转轮除湿空调系统已经被证实是新型节能环保型空调系统，在可再生能源利用和碳排放方面的优势被广泛认可。传统转轮除湿空调系统是开式系统，高温高湿的再生排风被直接排放在大气中，不仅会造成能源浪费，而且会影响城市热环境，加剧城市热岛效应和温室效应。因此，为了解决传统开式转轮除湿空调系统再生排风能量浪费的问题，提出了太阳能及热泵型闭式转轮除湿空调系统，旨在高效回收和利用再生排风空气的显热和潜热，同时提高开式转轮除湿空调系统的性能。

将能量平衡方程和㶲平衡方程应用于系统的热力学研究，对提出的闭式转轮除湿空调系统和开式转轮除湿空调系统进行了热力学分析，结果表明：闭式转轮除湿空调系统的㶲效率为61.42%，㶲损失为1.025 kW，相比开式转轮除湿空调系统的㶲效率提高了4.08%，㶲损失降低了7.16%。表明提出的闭式转轮除湿空调系统可以显著提高系统的㶲效率，系统热力完善度更高。

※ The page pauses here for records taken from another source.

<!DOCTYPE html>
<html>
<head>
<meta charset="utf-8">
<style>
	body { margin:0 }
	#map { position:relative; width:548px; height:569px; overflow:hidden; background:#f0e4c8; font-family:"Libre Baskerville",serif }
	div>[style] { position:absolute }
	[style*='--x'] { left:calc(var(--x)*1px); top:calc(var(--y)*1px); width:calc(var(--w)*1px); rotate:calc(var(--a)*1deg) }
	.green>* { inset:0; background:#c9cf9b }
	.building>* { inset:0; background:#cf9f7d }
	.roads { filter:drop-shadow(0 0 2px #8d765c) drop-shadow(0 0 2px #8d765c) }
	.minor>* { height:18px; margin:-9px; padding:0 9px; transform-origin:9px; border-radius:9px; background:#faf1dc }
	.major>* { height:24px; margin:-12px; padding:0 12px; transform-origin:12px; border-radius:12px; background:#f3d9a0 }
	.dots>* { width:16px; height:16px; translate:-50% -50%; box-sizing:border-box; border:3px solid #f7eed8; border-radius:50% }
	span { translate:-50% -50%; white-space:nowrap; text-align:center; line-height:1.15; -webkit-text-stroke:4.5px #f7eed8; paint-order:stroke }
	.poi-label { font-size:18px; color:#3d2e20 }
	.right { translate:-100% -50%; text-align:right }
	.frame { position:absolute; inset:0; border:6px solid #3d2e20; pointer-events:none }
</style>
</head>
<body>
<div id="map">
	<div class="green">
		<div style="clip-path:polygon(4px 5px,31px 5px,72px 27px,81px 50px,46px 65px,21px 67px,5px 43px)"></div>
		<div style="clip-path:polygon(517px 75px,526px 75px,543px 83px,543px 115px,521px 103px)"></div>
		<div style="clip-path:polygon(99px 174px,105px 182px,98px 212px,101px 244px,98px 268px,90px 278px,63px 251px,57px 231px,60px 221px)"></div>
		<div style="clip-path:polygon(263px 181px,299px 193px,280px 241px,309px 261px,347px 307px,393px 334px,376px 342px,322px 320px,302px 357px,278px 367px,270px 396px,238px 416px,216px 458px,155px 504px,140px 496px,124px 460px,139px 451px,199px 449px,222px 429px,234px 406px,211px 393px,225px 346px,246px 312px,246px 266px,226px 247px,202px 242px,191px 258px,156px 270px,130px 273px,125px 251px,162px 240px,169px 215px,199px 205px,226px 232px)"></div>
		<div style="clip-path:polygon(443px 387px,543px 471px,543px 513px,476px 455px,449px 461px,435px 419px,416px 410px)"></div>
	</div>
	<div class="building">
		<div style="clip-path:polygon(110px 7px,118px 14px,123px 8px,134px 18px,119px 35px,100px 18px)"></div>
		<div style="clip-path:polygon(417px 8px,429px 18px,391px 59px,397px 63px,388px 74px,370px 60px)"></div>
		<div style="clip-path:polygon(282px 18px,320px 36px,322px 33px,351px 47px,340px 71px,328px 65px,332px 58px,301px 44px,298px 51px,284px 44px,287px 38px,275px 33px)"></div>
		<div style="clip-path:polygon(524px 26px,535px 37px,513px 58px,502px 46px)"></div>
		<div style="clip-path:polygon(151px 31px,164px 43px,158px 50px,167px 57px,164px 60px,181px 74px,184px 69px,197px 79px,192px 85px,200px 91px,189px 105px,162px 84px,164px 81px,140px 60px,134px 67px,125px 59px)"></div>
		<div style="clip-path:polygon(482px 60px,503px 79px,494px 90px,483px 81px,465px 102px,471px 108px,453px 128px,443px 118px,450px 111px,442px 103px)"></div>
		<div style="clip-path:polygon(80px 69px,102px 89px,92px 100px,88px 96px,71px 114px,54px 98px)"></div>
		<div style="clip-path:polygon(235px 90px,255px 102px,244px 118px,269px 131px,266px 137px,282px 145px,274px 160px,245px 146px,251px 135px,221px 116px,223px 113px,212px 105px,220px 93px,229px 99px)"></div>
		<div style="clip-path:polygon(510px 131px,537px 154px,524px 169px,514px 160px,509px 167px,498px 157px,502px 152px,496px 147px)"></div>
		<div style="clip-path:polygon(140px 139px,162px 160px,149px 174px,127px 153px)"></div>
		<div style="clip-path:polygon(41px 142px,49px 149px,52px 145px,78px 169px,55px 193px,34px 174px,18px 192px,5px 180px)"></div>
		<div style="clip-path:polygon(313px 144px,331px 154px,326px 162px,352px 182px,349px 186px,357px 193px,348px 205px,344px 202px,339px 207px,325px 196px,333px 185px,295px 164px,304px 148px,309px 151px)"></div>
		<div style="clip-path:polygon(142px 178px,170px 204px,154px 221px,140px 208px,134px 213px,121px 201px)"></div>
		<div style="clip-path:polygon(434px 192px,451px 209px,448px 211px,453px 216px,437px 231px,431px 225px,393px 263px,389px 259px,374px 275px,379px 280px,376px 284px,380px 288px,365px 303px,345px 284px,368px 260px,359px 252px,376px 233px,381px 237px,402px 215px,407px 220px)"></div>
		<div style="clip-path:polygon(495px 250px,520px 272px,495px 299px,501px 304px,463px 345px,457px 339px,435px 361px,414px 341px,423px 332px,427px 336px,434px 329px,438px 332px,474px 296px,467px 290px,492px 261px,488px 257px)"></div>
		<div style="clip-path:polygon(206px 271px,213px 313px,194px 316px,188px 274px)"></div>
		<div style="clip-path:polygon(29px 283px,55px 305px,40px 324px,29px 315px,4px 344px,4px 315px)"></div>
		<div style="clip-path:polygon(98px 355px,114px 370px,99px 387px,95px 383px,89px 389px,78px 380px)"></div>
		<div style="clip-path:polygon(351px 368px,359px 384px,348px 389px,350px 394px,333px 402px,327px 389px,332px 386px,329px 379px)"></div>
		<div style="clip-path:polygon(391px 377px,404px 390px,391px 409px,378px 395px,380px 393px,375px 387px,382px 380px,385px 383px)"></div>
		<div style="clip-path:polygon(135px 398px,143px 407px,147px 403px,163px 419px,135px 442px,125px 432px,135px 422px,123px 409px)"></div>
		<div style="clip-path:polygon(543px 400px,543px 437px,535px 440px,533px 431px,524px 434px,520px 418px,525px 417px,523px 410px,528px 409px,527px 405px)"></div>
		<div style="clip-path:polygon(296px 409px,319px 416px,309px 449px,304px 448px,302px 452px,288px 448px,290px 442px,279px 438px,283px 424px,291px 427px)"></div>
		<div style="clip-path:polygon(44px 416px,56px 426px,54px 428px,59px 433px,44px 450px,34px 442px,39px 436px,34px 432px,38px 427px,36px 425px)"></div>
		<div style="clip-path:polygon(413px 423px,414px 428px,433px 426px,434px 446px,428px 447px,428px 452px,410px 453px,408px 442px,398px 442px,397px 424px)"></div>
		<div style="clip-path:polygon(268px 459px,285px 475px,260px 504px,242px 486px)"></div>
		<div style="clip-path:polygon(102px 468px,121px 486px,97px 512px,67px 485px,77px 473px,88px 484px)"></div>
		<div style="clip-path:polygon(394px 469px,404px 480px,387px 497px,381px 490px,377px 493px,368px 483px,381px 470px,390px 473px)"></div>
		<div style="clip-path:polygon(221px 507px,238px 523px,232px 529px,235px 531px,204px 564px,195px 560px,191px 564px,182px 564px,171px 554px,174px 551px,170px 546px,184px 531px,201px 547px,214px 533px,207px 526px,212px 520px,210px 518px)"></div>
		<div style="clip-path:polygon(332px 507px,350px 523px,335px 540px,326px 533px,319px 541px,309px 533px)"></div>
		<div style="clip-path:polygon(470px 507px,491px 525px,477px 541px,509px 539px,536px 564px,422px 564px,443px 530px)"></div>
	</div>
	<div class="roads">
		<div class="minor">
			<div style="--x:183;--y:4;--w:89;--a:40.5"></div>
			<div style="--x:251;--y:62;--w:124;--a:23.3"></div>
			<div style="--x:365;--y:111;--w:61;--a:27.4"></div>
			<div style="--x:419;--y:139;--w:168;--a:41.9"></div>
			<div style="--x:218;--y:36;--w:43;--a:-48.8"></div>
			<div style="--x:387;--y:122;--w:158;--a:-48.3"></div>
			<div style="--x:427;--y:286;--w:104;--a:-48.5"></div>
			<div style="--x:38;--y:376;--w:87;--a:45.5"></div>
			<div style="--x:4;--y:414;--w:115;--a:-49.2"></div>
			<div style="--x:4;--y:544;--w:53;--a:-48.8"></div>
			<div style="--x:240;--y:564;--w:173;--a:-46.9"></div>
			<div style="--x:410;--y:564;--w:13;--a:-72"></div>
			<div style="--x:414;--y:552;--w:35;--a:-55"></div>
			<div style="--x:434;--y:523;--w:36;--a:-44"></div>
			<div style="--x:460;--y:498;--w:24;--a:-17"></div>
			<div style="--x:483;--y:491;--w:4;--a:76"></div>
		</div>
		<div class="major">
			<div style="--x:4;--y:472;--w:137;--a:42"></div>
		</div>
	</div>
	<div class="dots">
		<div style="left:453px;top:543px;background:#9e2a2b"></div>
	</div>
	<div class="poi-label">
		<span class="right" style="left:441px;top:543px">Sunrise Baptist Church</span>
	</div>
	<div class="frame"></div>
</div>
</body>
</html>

设计并搭建了闭式转轮除湿空调系统实验台，研究了主要运行参数对系统性能的影响，结果表明：系统存在最佳的前表冷器、后表冷器和取水换热器的冷水流量比为1:5:4，此时系统的热力性能系数COP_th和㶲效率η最大，分别为1.1和0.501。再生温度对系统性影响较大，当再生温度升高时，COP_th和η显著降低。实际应用中，在满足湿度要求下应尽量降低再生温度并考虑使用可再生热源。在相同运行条件下，改变再生温度从70 ℃增加到120 ℃，提出的闭式转轮除湿空调系统相比开式转轮除湿空调系统的平均COP_th和η分别提高了19.2%和7.7%。

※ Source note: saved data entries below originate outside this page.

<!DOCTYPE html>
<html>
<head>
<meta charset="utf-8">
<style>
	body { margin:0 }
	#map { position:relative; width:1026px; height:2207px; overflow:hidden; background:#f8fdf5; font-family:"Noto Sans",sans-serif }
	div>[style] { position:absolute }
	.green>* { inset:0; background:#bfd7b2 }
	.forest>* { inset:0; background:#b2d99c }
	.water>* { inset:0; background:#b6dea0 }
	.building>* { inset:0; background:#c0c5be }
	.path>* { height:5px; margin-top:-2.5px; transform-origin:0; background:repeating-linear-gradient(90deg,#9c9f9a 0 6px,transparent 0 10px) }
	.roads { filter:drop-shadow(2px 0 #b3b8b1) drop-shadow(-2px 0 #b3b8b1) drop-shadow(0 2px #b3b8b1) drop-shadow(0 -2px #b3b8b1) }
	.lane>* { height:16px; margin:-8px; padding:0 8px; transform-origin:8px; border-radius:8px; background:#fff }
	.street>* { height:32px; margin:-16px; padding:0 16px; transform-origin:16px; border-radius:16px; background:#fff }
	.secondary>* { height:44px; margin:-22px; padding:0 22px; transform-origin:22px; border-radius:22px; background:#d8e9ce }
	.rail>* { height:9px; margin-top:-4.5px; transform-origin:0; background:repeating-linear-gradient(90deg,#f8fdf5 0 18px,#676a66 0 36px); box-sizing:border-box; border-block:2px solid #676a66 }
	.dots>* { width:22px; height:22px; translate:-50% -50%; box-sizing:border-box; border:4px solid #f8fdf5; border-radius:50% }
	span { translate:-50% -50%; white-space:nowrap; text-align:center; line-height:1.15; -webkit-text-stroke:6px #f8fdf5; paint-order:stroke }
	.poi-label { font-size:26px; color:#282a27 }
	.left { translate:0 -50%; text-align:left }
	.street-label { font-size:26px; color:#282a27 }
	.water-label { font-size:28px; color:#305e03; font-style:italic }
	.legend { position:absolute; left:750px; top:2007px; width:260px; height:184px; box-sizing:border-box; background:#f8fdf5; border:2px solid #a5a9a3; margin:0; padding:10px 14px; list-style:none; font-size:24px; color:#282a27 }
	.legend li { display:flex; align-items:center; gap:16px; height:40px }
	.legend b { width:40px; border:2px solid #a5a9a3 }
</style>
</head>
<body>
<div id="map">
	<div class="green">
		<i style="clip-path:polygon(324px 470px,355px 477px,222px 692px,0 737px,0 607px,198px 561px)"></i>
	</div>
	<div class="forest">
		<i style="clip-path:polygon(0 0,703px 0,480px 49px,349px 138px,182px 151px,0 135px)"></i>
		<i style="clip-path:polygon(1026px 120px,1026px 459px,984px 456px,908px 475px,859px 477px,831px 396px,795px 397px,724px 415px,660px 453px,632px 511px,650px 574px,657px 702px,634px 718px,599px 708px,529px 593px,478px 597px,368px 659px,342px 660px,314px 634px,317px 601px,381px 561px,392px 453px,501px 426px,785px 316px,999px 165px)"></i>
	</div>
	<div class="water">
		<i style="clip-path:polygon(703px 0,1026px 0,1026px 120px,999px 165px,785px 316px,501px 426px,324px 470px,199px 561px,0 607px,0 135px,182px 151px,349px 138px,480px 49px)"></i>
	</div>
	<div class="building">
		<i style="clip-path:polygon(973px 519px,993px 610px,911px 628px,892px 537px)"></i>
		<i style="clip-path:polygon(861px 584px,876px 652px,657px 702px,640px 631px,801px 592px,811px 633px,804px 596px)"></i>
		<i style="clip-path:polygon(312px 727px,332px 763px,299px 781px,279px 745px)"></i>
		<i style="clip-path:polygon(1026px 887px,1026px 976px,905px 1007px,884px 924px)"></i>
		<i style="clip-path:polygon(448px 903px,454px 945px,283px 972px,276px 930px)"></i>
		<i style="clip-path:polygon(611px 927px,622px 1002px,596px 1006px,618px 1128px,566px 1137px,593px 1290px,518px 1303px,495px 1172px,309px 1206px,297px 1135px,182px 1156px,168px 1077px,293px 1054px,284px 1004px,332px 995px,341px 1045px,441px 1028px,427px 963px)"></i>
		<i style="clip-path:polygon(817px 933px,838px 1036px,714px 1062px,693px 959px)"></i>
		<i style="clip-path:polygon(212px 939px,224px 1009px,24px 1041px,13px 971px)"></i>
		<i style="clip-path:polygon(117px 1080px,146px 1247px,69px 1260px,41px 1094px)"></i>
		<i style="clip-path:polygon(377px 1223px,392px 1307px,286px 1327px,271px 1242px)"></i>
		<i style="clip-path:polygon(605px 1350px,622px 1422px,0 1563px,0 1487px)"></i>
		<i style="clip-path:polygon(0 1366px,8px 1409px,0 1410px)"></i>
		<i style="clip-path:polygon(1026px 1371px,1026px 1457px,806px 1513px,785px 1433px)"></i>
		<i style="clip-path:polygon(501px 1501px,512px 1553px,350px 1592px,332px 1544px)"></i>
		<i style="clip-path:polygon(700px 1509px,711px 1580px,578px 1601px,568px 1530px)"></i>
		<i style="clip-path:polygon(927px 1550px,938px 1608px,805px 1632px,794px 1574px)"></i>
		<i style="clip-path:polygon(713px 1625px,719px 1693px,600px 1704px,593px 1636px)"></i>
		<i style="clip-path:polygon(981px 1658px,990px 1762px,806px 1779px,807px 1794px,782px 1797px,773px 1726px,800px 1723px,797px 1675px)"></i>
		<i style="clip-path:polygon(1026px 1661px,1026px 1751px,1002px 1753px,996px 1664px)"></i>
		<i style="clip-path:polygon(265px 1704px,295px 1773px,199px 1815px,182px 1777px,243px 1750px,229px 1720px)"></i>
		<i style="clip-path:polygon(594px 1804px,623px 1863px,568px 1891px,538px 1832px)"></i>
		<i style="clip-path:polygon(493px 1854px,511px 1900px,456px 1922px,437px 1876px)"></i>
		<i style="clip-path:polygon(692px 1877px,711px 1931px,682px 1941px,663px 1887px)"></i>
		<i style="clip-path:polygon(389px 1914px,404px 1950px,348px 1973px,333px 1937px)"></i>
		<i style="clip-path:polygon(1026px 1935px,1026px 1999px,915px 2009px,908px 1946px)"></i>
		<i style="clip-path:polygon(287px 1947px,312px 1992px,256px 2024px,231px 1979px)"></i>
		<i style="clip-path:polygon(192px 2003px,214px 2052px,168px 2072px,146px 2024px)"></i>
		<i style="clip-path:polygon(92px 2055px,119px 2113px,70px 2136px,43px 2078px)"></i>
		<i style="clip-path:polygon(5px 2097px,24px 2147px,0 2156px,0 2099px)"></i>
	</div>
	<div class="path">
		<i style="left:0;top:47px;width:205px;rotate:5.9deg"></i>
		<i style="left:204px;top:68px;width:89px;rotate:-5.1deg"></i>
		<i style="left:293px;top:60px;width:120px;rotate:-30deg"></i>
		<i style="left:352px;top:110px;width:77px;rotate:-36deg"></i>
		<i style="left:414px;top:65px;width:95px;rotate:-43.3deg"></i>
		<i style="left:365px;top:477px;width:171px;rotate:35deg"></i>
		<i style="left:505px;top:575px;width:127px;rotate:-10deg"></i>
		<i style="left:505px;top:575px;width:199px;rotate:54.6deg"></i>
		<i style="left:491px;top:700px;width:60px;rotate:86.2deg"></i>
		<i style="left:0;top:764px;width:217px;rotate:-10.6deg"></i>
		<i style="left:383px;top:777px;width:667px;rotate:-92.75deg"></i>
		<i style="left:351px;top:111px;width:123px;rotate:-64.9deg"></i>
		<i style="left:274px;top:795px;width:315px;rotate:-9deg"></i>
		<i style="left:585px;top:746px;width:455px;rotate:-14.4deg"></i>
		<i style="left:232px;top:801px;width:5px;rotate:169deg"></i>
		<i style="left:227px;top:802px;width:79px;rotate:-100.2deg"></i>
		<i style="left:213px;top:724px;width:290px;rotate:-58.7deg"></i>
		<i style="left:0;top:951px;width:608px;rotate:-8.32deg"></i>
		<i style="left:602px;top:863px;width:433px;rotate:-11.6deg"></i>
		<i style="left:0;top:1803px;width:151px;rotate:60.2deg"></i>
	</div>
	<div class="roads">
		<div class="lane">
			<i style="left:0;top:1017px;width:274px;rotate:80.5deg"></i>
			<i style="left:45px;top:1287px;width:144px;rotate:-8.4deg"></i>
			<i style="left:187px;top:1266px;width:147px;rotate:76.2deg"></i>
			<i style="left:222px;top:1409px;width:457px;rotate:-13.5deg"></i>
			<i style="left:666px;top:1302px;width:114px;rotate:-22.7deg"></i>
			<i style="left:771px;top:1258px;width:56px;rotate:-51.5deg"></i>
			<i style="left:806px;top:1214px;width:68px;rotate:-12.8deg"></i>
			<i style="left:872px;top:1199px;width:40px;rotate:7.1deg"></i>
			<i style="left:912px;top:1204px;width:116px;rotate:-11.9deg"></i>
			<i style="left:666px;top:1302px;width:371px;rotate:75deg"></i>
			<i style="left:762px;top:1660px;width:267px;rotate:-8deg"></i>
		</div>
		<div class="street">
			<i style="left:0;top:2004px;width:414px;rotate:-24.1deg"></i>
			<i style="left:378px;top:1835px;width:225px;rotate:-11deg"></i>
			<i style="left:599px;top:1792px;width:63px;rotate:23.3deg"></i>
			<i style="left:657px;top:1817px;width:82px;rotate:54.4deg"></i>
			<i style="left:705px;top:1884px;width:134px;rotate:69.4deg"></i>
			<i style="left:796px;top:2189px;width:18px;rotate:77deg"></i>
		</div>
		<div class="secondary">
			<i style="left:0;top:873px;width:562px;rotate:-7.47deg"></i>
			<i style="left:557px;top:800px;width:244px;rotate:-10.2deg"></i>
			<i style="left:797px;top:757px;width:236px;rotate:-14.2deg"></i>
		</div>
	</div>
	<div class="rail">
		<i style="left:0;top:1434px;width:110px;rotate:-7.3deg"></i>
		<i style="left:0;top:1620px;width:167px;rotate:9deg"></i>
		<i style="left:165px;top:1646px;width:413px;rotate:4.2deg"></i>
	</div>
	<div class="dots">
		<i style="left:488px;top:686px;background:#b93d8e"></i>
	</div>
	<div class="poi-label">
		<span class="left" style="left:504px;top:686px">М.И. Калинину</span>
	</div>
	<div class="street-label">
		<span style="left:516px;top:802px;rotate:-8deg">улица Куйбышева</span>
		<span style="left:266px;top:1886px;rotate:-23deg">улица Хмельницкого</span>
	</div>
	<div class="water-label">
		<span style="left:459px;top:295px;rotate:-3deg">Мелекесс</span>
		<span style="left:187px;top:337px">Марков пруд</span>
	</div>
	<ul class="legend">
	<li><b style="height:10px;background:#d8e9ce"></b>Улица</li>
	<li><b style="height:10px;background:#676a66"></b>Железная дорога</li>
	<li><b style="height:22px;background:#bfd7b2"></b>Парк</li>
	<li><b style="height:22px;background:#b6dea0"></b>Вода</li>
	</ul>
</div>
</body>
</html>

利用TRNSYS模拟软件对太阳能闭式转轮除湿空调系统进行建模，搭建了实验装置验证了模拟的准确性。通过模拟研究了系统的动态性能，结果表明：系统在广州地区整个制冷季的平均电力性能系数COP_e为2.4，平均热力性能系数COP_th为2.1，累计取水量为25657.5 kg，累计热回收量为9696.4 kW。相比太阳能开式转轮除湿空调系统，太阳能闭式转轮除湿空调系统的平均COP_e和COP_th分别提高了42.1%和69.2%，二氧化碳排放量减少了29.3%。

构建了热泵型闭式转轮除湿空调系统。通过对中高温热泵工质的筛选和理论计算，选择了环保工质R1234ze(E)作为系统的循环工质。利用AME sim仿真软件建立了热泵子系统的仿真模型。研究了典型工况下关键耦合参数对热泵子系统性能的影响，结果表明：除湿转轮再生侧空气流量对热泵子系统性能影响较大，除湿转轮再生侧空气流量从0.03 kg/s增加到0.18 kg/s时，冷凝器出口空气温度由98.2 ℃下降到67.1 ℃，COP由3.1升高到3.9；环境空气温度为28 ℃~38 ℃时，热泵子系统表现出良好的热力性能，COP为3.5~4.0，冷凝器出口空气温度可以达到76.6 ℃~85.1 ℃；除湿转轮的处理侧空气流量从0.21 kg/s升高到0.33 kg/s，冷凝器出口空气温度从82.7 ℃升高到86.4 ℃，后蒸发器出口空气温度从17.4 ℃升高到20.6 ℃；除湿转轮处理侧出口空气温度从26 ℃升高到34 ℃，后蒸发器出口空气温度从17.1 ℃升高到20.9 ℃。热泵型闭式转轮除湿空调系统的再生温度和送风温度均满足要求，并且热泵子系统表现出良好的热力性能。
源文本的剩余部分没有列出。